The club is intended to help support local animal shelters and related organizations through volunteer work and fundraising efforts.
The three students are enrolled in the animal science program at Eastern Suffolk BOCES' Eastern Long Island Academy of Applied Technology, which launched in the fall.
"To their surprise, so many of their peers showed up to join and participate that the meeting had to be moved from a classroom to the cafeteria," said ESBOCES animal science teacher Lisa Mongiello.
John F. Kennedy Elementary School students recently raised $1,250 to benefit the EJ Autism Foundation in East Islip by selling more than 100 rubber-band bracelets made using Rainbow Loom, a bracelet-making kit.
The project was initiated by Emily Blair and Joy Petersen, who were joined by four classmates.
"I congratulate all of these students on their exceptional achievement, as it signifies attributes of outstanding character and service," Kennedy Principal Aileen O'Rourke said.
Coast Guard offer
Kurt Caminske, a senior at Sayville High School, is one of 20 students nationwide who was offered an early appointment to the U.S. Coast Guard Academy in New London, Conn., school officials said.
A total of up to 300 students is accepted to the academy each year. Tuition is fully funded in exchange for an obligation of five years of active-duty service upon a cadet's graduation.
Caminske will report to the academy on June 30, just two days after his graduation. While at the academy, he will be a member of the Coast Guard Academy Glee Club and the lacrosse team, which next year will make its debut in Division III, school officials said.
'The Polar Express'
Several local schools put a wintry twist on learning last month with lessons and activities pegged to the children's book and animated fantasy film "The Polar Express."

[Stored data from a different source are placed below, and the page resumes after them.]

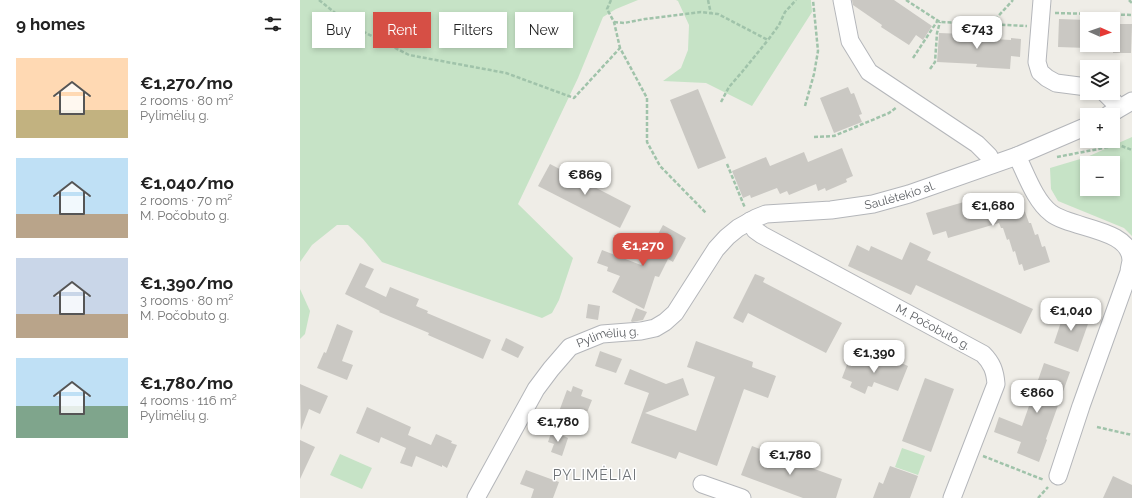 <!DOCTYPE html>
<meta charset="utf-8">
<style>
body{margin:0;font-family:Raleway,sans-serif;background:#f2f2f2;color:#222;height:100vh;display:flex;flex-direction:column;font-size:15px;white-space:nowrap}
*{box-sizing:border-box;margin:0}
p{font-size:13px;color:#767676}
.icon{flex:none;width:22px;height:22px;fill:none;stroke:currentColor;stroke-width:2;stroke-linecap:round;stroke-linejoin:round}
.map{position:relative;flex:1;overflow:hidden}
.drawer{display:flex;flex-direction:column;background:#fff;width:300px}
.drawer>*{flex:none}
.guide{position:absolute;left:12px;top:12px;width:380px;height:36px;display:flex;gap:8px}
.needle{width:26px;rotate:92deg}
.tools{position:absolute;left:780px;top:12px;display:grid;gap:8px}
.tools a{display:grid;place-items:center;width:40px;height:40px;border-radius:0px;background:#fff;box-shadow:0 2px 6px #0003;font-size:20px}
.price{position:absolute;translate:-50% -34px;padding:0 9px;border-radius:8px;background:#fff;color:#222;font-size:13px;line-height:26px;filter:drop-shadow(0 1px 2px #0008)}
.price::after{content:'';position:absolute;left:50%;top:24px;width:12px;height:9px;margin-left:-6px;background:inherit;clip-path:polygon(0 0,100% 0,50% 100%)}
.price.active{background:#d64f45;color:#fff}
ul{padding:0;list-style:none}
li{display:flex;align-items:center;gap:12px;height:100px;padding:0 16px}
li span{display:grid;place-items:center;flex:none;width:112px;height:80px;border-radius:0px;color:#555}
li>.icon{margin-inline-start:auto}
span .icon{width:48px;height:48px;fill:#fffc;stroke-width:1}
li b{font-size:17px}
h2{display:flex;justify-content:space-between;align-items:center;height:48px;padding:0 16px;font-size:17px}
.pill{padding:0 14px;border-radius:0px;background:#fff;box-shadow:0 2px 6px #0003;font-size:14px;line-height:36px}
.pill.active{background:#d64f45;color:#fff}
main{display:flex;flex:1;min-height:0}
.map>svg:first-child{display:block}
</style>
<main>
<section class="drawer">
<h2>9 homes<svg class="icon" aria-label="filters" viewBox="0 0 24 24"><path d="M4 7h16M4 17h16"/><circle cx="9" cy="7" r="2"/><circle cx="15" cy="17" r="2"/></svg></h2>
<ul>
<li><span style="background:linear-gradient(#ffd9b3 65%,#c2b280 0)"><svg class="icon" aria-label="home" viewBox="0 0 24 24"><path d="M3 11l9-7 9 7M6 9v11h12V9"/></svg></span><div><b>€1,270/mo</b><p>2 rooms · 80 m²</p><p>Pylimėlių g.</p></div></li>
<li><span style="background:linear-gradient(#bfe0f5 70%,#b9a48a 0)"><svg class="icon" aria-label="home" viewBox="0 0 24 24"><path d="M3 11l9-7 9 7M6 9v11h12V9"/></svg></span><div><b>€1,040/mo</b><p>2 rooms · 70 m²</p><p>M. Počobuto g.</p></div></li>
<li><span style="background:linear-gradient(#c9d6e8 70%,#b9a48a 0)"><svg class="icon" aria-label="home" viewBox="0 0 24 24"><path d="M3 11l9-7 9 7M6 9v11h12V9"/></svg></span><div><b>€1,390/mo</b><p>3 rooms · 80 m²</p><p>M. Počobuto g.</p></div></li>
<li><span style="background:linear-gradient(#bfe0f5 60%,#7fa58c 0)"><svg class="icon" aria-label="home" viewBox="0 0 24 24"><path d="M3 11l9-7 9 7M6 9v11h12V9"/></svg></span><div><b>€1,780/mo</b><p>4 rooms · 116 m²</p><p>Pylimėlių g.</p></div></li>
</ul>
</section>
<div class="map">
<svg width="832" height="498" viewBox="0 0 832 498">
<rect width="100%" height="100%" fill="#efede7"/>
<g fill="#c6e3c6" fill-rule="evenodd">
<polygon points="0,0 338,0 316,9 303,17 278,78 218,204 273,258 259,300 252,313 242,318 82,262 63,239 48,225 37,225 12,245 0,262"/>
<polygon points="376,0 511,0 512,12 452,106 406,83 363,81 381,68 388,50 389,25 378,1"/>
<path d="M 832,137 L 832,236 L 824,228 L 758,201 L 751,189 L 750,168 L 787,157 ZM 787,163 L 813,163 L 813,189 L 787,189 Z"/>
<polygon points="0,289 10,311 5,334 0,339"/>
<polygon points="602,448 625,456 618,475 595,467"/>
<polygon points="40,454 72,468 62,489 30,475"/>
</g>
<g fill="#cac8c3">
<polygon points="552,0 594,0 632,26 623,40 616,35 609,45 581,27 582,25 553,5"/>
<polygon points="759,19 787,20 787,48 758,47"/>
<polygon points="813,24 832,24 831,53 813,53"/>
<polygon points="639,33 665,34 665,33 676,33 676,38 711,40 711,38 721,39 720,57 711,56 710,69 676,67 677,64 637,62"/>
<polygon points="548,87 551,94 554,93 562,114 559,115 562,122 534,133 520,98"/>
<polygon points="398,89 426,158 398,169 370,100"/>
<polygon points="542,148 553,176 546,179 547,182 526,191 525,188 518,191 516,184 489,195 487,191 480,194 477,188 451,198 450,195 443,198 432,171 466,157 470,166 504,152 508,162"/>
<polygon points="250,164 331,206 320,228 238,186"/>
<polygon points="681,197 685,211 720,200 722,209 724,209 729,223 731,223 735,235 738,234 742,247 745,246 750,262 724,271 722,264 719,265 715,251 713,252 709,239 707,240 703,228 701,228 699,223 648,238 646,231 633,235 626,213"/>
<polygon points="363,225 386,238 373,262 368,259 359,277 355,276 344,309 312,292 320,276 307,271 308,267 297,263 302,250 341,265"/>
<polygon points="610,242 631,252 627,260 733,309 721,334 616,285 611,295 548,266 557,245 569,251 571,246 602,260"/>
<polygon points="60,263 74,269 65,287 86,297 90,287 119,299 116,306 128,311 127,313 191,340 183,359 128,335 129,333 79,312 80,311 45,294"/>
<polygon points="455,274 465,278 463,282 542,323 526,353 448,313 443,323 433,318"/>
<polygon points="288,304 300,306 298,320 286,318"/>
<polygon points="336,308 347,312 343,320 332,322 331,321"/>
<polygon points="764,313 789,321 778,352 754,343"/>
<polygon points="37,324 53,331 42,361 53,365 47,380 17,368 24,352 26,353"/>
<polygon points="206,338 224,347 218,358 201,350"/>
<polygon points="396,341 453,362 452,367 476,376 468,398 444,389 417,466 379,452 376,459 331,443 349,393 324,384 330,369 366,384 383,378 389,395 345,413 396,431 415,377 387,367"/>
<polygon points="300,351 322,359 316,373 295,366"/>
<polygon points="551,354 581,366 585,356 608,366 598,391 574,382 572,387 568,386 565,394 550,387 552,382 542,378"/>
<polygon points="744,363 770,372 746,439 747,440 739,462 717,453 721,442 694,432 699,417 722,426"/>
<polygon points="625,378 654,389 631,452 602,441"/>
<polygon points="0,384 28,396 20,414 9,409 1,430"/>
<polygon points="273,386 283,390 281,396 292,400 284,420 276,417 274,423 257,417 267,390 271,392"/>
<polygon points="67,407 111,427 108,435 131,445 136,434 152,441 151,443 157,445 147,468 142,465 142,467 116,456 112,467 100,463 106,448 81,437 79,443 56,433"/>
<polygon points="252,430 268,438 262,456 251,452 254,444 248,442"/>
<polygon points="0,440 15,447 0,479"/>
<polygon points="452,446 542,479 536,498 503,498 441,475"/>
<polygon points="590,466 618,476 610,498 573,498 579,482 583,484"/>
<polygon points="226,470 259,482 253,498 231,498 234,489 220,484"/>
<polygon points="813,476 832,485 832,498 803,498"/>
</g>
<g fill="none" stroke-linecap="round" stroke-linejoin="round">
<defs>
<g id="minor">
<polyline points="542,0 550,41 569,72 677,144 689,156 693,164"/>
<polyline points="742,0 737,62 740,72 747,78 756,83 787,87"/>
<polyline points="805,93 814,102 816,110"/>
<polyline points="808,115 832,101"/>
<path d="M 717,156 C 726,174 735,201 751,213 C 771,229 830,228 831,260 C 831,263 829,268 829,272 L 781,406 L 758,476"/>
<path id="s1" d="M 450,221 L 455,230 L 462,235 L 683,354 C 692,363 695,371 696,384 L 652,498"/>
<polyline points="402,484 442,498"/>
<path id="s2" d="M 176,498 L 236,389 L 251,369 L 270,347 L 302,334 L 341,331 L 355,328 L 365,322 L 375,313 L 416,249 L 427,237 L 438,228 L 456,218 L 466,214 L 531,210 L 573,204 L 609,194 L 717,156 L 787,126"/>
</g>
</defs>
<use href="#minor" stroke="#b4b6ba" stroke-width="19"/>
<g stroke="#a0c3aa" stroke-width="2.5" stroke-dasharray="4 2" stroke-linecap="butt">
<polyline points="19,0 50,25 109,55 206,73 274,98 320,48 347,98 347,142 360,166 406,213"/>
<polyline points="311,0 307,9 314,22 320,48"/>
<polyline points="408,0 411,14"/>
<polyline points="606,0 640,22 727,26"/>
<polyline points="829,0 832,3"/>
<polyline points="755,13 832,15"/>
<polyline points="314,22 324,23 345,19 401,12 418,14 468,40 479,25 485,12 496,0"/>
<polyline points="691,24 713,0"/>
<polyline points="613,58 638,20"/>
<polyline points="630,69 635,62 637,33 640,22"/>
<polyline points="421,102 429,87 442,72 468,40"/>
<polyline points="505,106 514,74 518,51 513,0"/>
<polyline points="514,137 534,136 589,113 597,107"/>
<polyline points="757,157 819,145 832,150"/>
<polyline points="427,164 445,208"/>
<polyline points="797,427 832,435"/>
<polyline points="683,456 744,480"/>
<polyline points="738,498 748,487"/>
</g>
<use href="#minor" stroke="#fff" stroke-width="17"/>
</g>
<g text-anchor="middle" dominant-baseline="central" stroke-width="3" stroke-linejoin="round" paint-order="stroke">
<g font-size="12" fill="#5e6165" stroke="#fff">
<text stroke="none"><textPath href="#s2" startOffset="565">Saulėtekio al.</textPath></text>
<text stroke="none"><textPath href="#s1" startOffset="213">M. Počobuto g.</textPath></text>
<text stroke="none"><textPath href="#s2" startOffset="218">Pylimėlių g.</textPath></text>
</g>
<g font-size="14" letter-spacing="1" fill="#6f7377" stroke="#fff">
<text x="295" y="475">PYLIMĖLIAI</text>
</g>
</g>
</svg>
<div class="tools">
<a><svg class="needle" viewBox="-14 -14 28 28"><path d="M0-13l5 13h-10z" fill="#e53935"/><path d="M0 13l5-13h-10z" fill="#767676"/></svg></a>
<a><svg class="icon" aria-label="layers" viewBox="0 0 24 24"><path d="M12 4l9 5-9 5-9-5zM3 14l9 5 9-5"/></svg></a>
<a>+</a>
<a>−</a>
</div>
<b class="price" style="left:677px;top:50px">€743</b>
<b class="price" style="left:285px;top:196px">€869</b>
<b class="price" style="left:693px;top:227px">€1,680</b>
<b class="price active" style="left:343px;top:267px">€1,270</b>
<b class="price" style="left:771px;top:332px">€1,040</b>
<b class="price" style="left:574px;top:374px">€1,390</b>
<b class="price" style="left:737px;top:414px">€860</b>
<b class="price" style="left:258px;top:443px">€1,780</b>
<b class="price" style="left:490px;top:476px">€1,780</b>
<div class="guide">
<a class="pill">Buy</a>
<a class="pill active">Rent</a>
<a class="pill">Filters</a>
<a class="pill">New</a>
</div>
</div>
</main>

In Seaford and Wantagh elementary schools, kindergartners received mock train tickets stamped by Seaford Principal Debra Emmerich and Wantagh Superintendent Maureen Goldberg, who served as train conductors.
Seaford students watched the film in their pajamas, while Wantagh kids tackled craft projects ranging from making reindeer hats to papier-mâché candy canes -- all symbolic of moments in the book.
In Copiague, Great Neck Road Elementary School third-graders performed a presentation of the book in the style of reader's theater, which required students to read a script adapted from the literature. The children spent two weeks learning their lines and creating scenery for the production.
In Port Jefferson, Edna Louise Spear Elementary School students compared the movie to the book and helped teachers make hot chocolate, which is a celebrated refreshment in the film.